Interested in how we can make our parliament fit for purpose? This public discussion on Dáil reform is open to anyone who thinks our Dáil can do more for democracy.
The debate in the run up to the Seanad referendum has not provided sufficient space for debate on wider reform of our parliamentary structures. Regardless of the outcome of the Seanad referendum the Dáil is the key democratic organ of the state and needs reform.
The democracy group of Claiming our Future wants to promote debate on how Dáil reform can serve an Ireland based on our five core values of equality, environmental sustainability, accountability, participation and inclusion. These values were agreed by over 1,000 people at our event in October 2010. Claiming our Future aims to build support for these values and promote reforms which would make them real (www.claimingourfuture.ie).
Venue: Wood Quay Venue, Dublin City Council. Access to the Wood Quay venue is at the junction of Fishamble and Essex Streets OR from Winetavern Street.
REGISTER HERE: http://dailreform.eventbrite.ie/
Download flyer here
Chair: Anna Visser, Claiming our Future
Speakers: Can do better: Dáil reform for the next 100 years
Muiris MacCarthaigh, Queens University Belfast
Shane Martin, University of Leicester
Discussion: What should be the purpose of the Dáil?, Does the Dáil have sufficient power?, How would you change the Dáil to realise the five values?
I wish the organisers, speakers, participants and those who attend the very best with this event. It will be interesting to see how many TDs (or of those with aspirations to be TDs) – if any – will attend. With great regret I expect these will be very few. And that is where the problem lies. There is no groundswell of popular demand that TD’s subject governments to effective scrutiny, restraint or accountability. Paradoxically, it appears that many voters are reluctantly content that Ireland has a ‘strong’ government – ‘strong’ in the sense of being under-scrutinised and, for the duration of this Dail, unrestrained and unaccountable – to direct the efforts to reover from the continuing economic crisis, despite the fact that it was under-scrutinised, unrestrained and unaccountable governance that exposed Ireland to the most damaging impacts. The reluctance to demand reform of democratic governance is, perhaps, understandable, when some sensible governance is badly required.

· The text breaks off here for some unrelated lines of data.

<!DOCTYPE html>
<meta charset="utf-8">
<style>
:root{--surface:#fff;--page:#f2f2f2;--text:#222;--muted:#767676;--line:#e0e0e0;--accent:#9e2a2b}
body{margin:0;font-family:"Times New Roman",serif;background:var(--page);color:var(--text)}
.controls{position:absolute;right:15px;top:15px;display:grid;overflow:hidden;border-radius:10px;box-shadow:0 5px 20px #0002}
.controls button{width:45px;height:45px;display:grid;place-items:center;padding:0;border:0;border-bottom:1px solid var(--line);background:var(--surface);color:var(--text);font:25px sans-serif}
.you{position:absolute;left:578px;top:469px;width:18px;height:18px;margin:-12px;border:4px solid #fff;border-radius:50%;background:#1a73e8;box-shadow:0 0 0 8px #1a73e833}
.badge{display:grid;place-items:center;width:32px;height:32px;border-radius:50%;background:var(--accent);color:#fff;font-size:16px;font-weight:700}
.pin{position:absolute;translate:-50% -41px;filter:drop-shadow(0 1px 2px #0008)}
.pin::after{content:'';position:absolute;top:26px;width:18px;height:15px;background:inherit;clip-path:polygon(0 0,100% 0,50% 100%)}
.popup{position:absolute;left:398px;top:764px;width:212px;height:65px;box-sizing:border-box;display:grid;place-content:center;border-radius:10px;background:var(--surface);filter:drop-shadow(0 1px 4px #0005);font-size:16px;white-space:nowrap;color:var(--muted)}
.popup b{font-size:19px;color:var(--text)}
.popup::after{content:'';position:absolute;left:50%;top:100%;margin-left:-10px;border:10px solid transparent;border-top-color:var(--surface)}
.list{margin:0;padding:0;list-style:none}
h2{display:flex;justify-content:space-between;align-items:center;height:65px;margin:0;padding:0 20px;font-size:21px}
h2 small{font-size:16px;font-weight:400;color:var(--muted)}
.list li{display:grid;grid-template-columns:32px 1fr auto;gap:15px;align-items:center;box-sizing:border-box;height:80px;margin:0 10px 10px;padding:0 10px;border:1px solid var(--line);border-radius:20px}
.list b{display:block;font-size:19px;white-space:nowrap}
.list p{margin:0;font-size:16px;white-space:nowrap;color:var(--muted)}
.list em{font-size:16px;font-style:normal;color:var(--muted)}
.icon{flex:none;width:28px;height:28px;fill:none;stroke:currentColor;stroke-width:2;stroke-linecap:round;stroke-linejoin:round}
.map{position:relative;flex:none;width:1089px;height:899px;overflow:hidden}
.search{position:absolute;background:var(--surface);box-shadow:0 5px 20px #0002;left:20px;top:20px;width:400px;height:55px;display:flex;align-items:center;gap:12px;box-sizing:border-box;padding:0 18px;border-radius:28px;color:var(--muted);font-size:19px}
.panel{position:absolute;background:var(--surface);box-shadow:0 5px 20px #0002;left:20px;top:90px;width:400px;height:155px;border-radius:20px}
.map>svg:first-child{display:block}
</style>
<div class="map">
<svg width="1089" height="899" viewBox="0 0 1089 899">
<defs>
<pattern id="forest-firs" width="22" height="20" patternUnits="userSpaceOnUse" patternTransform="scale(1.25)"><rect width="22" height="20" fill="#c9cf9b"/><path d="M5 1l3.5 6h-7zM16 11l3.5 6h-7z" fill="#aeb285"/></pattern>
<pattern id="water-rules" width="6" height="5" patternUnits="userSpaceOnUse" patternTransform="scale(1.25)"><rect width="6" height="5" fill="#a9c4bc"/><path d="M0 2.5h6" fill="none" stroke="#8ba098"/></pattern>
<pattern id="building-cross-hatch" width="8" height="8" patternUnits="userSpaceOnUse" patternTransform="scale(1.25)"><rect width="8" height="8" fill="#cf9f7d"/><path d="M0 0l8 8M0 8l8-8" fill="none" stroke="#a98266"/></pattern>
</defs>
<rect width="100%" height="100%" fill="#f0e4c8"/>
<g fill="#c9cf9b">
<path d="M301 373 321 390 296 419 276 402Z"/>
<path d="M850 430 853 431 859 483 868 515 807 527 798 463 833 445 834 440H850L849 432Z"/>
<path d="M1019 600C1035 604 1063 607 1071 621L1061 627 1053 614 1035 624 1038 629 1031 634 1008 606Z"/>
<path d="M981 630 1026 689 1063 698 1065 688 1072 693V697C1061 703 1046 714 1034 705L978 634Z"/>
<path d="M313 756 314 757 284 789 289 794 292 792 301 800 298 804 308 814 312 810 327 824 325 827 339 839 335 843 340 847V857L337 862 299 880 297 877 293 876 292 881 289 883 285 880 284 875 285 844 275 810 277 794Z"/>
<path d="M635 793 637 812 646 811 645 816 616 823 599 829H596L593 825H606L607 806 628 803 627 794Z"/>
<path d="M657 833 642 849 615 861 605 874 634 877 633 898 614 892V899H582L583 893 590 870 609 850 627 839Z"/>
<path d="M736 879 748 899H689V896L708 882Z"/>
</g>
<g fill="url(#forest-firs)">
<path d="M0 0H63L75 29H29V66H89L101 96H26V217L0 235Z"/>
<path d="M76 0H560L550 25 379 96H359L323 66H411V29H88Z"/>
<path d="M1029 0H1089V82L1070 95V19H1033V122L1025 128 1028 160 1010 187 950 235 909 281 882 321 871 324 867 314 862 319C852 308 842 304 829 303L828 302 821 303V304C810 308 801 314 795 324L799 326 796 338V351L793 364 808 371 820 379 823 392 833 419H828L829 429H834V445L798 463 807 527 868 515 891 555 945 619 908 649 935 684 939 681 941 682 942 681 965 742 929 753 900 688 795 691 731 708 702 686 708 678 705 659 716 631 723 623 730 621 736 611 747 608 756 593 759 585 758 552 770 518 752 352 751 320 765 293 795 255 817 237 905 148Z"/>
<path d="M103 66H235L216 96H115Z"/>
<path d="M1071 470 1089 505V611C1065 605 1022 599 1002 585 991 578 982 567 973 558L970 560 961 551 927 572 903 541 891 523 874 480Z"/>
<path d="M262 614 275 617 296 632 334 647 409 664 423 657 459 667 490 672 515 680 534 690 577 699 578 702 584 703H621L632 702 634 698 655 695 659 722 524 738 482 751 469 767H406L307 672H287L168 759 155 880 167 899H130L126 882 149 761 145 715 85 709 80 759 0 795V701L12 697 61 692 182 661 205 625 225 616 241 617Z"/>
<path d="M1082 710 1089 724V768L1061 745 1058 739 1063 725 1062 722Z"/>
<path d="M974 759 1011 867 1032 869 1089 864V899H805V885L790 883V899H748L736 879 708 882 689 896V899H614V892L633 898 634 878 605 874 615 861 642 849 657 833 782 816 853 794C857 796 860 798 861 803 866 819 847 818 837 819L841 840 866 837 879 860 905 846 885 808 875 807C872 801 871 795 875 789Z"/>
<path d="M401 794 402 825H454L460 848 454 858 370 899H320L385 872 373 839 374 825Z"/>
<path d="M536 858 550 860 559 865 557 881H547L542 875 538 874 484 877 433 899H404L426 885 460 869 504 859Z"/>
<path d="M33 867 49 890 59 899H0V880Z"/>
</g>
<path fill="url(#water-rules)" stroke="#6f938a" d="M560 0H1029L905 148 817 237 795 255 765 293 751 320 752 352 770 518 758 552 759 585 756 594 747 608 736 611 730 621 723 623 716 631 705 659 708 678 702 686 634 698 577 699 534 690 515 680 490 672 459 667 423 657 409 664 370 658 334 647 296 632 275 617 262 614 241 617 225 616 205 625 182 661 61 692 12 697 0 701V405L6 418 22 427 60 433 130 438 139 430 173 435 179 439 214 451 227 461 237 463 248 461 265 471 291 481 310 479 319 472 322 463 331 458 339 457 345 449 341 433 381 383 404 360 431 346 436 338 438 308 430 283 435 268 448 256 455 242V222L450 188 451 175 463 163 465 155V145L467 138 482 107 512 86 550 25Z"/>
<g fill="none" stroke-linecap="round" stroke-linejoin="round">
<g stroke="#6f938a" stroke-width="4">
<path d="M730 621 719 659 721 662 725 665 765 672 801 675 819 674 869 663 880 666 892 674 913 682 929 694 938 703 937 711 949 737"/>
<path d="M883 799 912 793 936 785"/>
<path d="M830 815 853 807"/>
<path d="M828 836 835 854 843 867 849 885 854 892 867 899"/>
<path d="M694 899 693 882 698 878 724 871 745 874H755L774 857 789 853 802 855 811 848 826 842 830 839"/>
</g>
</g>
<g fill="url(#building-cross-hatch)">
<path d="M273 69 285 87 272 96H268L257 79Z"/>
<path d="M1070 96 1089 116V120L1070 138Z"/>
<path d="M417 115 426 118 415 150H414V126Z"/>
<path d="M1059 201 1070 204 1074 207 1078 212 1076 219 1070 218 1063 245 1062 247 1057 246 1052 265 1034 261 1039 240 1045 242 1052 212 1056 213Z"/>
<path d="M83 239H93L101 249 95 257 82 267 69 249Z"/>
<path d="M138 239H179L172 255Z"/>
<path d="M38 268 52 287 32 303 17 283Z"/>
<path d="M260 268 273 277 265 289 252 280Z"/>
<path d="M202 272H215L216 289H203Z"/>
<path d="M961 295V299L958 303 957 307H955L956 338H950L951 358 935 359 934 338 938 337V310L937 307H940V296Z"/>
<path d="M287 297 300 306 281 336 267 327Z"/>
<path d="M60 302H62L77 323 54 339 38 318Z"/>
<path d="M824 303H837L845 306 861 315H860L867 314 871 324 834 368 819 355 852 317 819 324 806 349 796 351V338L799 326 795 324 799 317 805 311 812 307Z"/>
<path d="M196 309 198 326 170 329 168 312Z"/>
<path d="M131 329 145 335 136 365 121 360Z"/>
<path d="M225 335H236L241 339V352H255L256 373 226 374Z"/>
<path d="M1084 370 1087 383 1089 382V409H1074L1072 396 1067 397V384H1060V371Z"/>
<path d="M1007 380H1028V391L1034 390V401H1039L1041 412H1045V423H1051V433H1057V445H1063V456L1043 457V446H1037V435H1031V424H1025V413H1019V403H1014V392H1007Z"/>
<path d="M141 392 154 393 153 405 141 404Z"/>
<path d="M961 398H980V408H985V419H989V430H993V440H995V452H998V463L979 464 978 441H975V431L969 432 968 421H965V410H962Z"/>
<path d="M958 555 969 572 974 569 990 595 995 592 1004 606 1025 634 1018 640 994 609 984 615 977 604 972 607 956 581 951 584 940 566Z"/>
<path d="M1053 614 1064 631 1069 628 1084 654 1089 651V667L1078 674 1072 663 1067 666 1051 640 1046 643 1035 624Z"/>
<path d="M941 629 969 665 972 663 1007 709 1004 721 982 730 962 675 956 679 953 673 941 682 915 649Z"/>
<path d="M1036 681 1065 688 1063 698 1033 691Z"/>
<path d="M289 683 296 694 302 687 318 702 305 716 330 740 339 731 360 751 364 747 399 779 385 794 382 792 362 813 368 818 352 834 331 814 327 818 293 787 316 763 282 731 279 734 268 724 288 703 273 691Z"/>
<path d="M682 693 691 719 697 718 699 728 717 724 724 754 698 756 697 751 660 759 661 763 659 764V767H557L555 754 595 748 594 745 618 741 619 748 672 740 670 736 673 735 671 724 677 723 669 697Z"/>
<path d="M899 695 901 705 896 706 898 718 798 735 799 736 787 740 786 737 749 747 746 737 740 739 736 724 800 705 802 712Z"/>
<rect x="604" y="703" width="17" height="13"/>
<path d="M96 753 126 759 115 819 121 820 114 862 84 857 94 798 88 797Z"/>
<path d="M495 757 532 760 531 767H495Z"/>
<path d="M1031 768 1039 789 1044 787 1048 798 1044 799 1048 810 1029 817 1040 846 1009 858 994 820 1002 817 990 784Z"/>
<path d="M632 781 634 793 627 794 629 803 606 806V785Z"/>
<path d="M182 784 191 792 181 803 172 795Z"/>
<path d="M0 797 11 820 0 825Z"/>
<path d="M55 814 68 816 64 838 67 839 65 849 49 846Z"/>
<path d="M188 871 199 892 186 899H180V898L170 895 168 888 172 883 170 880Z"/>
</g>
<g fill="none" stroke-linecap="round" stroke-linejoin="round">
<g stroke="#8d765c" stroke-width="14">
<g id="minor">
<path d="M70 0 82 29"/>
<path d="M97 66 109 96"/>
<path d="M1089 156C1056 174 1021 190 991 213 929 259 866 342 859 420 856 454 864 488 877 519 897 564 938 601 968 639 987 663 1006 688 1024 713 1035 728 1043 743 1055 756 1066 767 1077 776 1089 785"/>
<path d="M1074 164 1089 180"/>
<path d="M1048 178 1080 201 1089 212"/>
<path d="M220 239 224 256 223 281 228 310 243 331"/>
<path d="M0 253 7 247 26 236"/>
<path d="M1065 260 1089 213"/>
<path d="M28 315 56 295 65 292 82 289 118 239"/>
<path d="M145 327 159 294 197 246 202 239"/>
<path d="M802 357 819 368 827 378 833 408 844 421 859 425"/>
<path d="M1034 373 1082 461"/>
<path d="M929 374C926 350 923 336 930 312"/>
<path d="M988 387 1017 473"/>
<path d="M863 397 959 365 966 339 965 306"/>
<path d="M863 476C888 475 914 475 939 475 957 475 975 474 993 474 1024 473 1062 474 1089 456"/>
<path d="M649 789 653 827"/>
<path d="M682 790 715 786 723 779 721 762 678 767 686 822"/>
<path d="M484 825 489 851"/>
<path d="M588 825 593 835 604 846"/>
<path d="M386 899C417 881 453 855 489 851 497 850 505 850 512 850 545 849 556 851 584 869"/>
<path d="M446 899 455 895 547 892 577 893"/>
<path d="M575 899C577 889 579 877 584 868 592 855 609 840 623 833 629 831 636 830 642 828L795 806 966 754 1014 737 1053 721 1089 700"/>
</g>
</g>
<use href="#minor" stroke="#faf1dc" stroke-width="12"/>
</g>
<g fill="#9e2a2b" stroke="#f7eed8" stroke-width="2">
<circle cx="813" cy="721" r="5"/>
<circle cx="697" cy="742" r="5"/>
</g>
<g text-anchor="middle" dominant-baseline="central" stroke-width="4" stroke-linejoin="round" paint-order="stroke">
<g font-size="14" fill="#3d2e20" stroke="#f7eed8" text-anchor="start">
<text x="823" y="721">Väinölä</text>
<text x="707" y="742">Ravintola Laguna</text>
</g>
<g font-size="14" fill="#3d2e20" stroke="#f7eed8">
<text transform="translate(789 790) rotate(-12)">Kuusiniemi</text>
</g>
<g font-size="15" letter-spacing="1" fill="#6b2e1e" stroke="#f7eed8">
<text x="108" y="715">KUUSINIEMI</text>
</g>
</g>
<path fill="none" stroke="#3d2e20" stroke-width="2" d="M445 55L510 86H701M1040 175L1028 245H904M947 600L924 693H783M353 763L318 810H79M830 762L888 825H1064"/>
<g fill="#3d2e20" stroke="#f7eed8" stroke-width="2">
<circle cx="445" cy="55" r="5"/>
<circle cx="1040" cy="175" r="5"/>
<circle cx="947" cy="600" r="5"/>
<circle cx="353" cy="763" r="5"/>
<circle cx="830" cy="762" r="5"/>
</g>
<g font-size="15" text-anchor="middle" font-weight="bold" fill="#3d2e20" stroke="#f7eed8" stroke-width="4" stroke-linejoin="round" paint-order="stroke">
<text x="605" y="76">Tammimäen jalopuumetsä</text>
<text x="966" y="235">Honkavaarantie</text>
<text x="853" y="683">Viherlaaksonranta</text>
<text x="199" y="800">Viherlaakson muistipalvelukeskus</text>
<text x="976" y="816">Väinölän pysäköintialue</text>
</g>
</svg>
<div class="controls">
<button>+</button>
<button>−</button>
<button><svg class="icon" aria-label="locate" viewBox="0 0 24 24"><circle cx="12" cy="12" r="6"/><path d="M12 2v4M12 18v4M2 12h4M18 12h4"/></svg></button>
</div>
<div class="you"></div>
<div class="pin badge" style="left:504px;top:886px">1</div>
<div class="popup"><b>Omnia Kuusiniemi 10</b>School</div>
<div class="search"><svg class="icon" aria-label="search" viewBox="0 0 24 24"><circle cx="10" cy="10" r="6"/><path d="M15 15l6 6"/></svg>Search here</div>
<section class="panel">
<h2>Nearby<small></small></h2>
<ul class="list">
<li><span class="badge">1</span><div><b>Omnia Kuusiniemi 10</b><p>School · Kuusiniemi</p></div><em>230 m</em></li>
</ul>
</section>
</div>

This reluctant content is evident to varying extents in the other ‘crisis’ countries – Greece, Portugal, Spain, Italy and Cyprus. Only in Italy, with the Five-Star Movement, has there been any attempt to recast the political process. And this, following the closing of ranks by the political classes, under direction from the Italian President, appears to be fizzling out.
The common thread that links Ireland to these five countries are profound failures of democratic governance. All have experienced their own horrors at various times in the last 100 years and it is clear that their citizens place less reliance than they should – and much less than citizens in other established democracies place – in an effective process of democratic governance. Three times in the last 100 years some citizens of this island who found themselves unwilling or unable to bend the existing, if flawed, process of democratic governance to their will opted for physical force. The legacy is a deep reluctance to allow parliament to resolve the inevitable conflicts that arise between various interest groups, lest those who are unable to get their way resort to physical force. Instead there is an acceptance of ‘strong’ government to prevent this happening or to deal with it effectively if it does.
Only twice in the last 70 years has the Irish process of democratic governance delivered a major, and badly-needed, shift in national economic policy. Once in the late 1950s and once in the late 1980s – both in response to a ‘lost decade’ that were caused by profound failures of democratic governance. Another shift is needed now in response to this lost decade.
But this is the last thing the ‘comfortable majority’ wishes to contemplate. And it most certainly has no desire to see the changes in the process of democratic governance that are required to facilitate such a shift in national economic policy. So nothing will happen.